Oh I see. You are right. Recently the old Sentence Collector application has been partially moved into the main Common Voice application and that caused a line of problems. There are quite a few issues posted on Github and there is a lot of work to be done to regain the old functionality.

You can now post one sentence each and it can be validated. But they will not be shown for recording for now. But this recent PR should enable them for recording when merged.

There is also a bulk sentence posting method via a PR, but it also does not work as of now, we all are waiting for these additions. Also, Common Voice is currently changing its backbone (AWS => Google Cloud), so bulk imports are also disabled for now for this reason.

I’d suggest adding sentences either way, they will be available when the transition is complete.

And even if there are dated words, is it not possible to filter?

Well, adding some might be considered. In Turkish we have many words from the Ottoman era, with roots in Arabic and Persian, and I included some of them.
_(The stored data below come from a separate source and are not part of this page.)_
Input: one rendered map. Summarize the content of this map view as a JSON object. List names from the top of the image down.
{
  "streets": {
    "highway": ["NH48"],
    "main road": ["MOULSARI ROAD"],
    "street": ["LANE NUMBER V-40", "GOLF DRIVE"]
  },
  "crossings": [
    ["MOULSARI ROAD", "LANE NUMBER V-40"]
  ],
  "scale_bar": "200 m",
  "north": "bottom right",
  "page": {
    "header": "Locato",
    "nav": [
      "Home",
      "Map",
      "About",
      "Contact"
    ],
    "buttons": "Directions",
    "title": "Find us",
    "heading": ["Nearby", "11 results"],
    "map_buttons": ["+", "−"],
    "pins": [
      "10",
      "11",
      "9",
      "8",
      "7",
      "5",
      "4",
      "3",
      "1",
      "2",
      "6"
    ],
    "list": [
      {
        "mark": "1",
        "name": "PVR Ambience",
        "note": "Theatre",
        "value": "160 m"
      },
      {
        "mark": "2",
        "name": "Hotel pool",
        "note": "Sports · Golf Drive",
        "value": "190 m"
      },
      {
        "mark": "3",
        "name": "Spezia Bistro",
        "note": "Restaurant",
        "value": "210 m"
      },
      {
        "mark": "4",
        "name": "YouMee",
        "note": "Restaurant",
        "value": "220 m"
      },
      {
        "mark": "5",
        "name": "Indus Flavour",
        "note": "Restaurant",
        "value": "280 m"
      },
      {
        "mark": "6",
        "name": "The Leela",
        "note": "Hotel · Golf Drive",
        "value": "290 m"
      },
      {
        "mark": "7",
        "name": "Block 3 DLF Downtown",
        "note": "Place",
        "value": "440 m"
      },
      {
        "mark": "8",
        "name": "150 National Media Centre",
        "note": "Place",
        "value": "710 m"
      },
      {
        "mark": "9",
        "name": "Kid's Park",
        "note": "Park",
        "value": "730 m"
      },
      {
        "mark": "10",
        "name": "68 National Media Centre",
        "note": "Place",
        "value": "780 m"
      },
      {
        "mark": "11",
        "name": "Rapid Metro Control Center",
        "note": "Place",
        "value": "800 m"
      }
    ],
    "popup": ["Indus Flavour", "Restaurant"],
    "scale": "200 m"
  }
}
Although younger people do not use them in daily life, many older people use them. But it needs careful selection and better language knowledge.

You can see they might cause problems in other languages, for example, read this.

it should not be so difficult to pull automatically sentences from pdfs in the public domain to at least not run out

I have a bunch of scripts doing this for Turkish resources, but these are language-specific, e.g. converting numbers to text, correcting misspellings, expanding common abbreviations etc. Some examples can be found in my replace rules in my cv-sentence-extractor rules.

After the extraction, I read each sentence (twice), possibly translating words from old language to common usage, and give them to the community to find my mistakes.

Without such human intervention, one can easily destroy the dataset quality.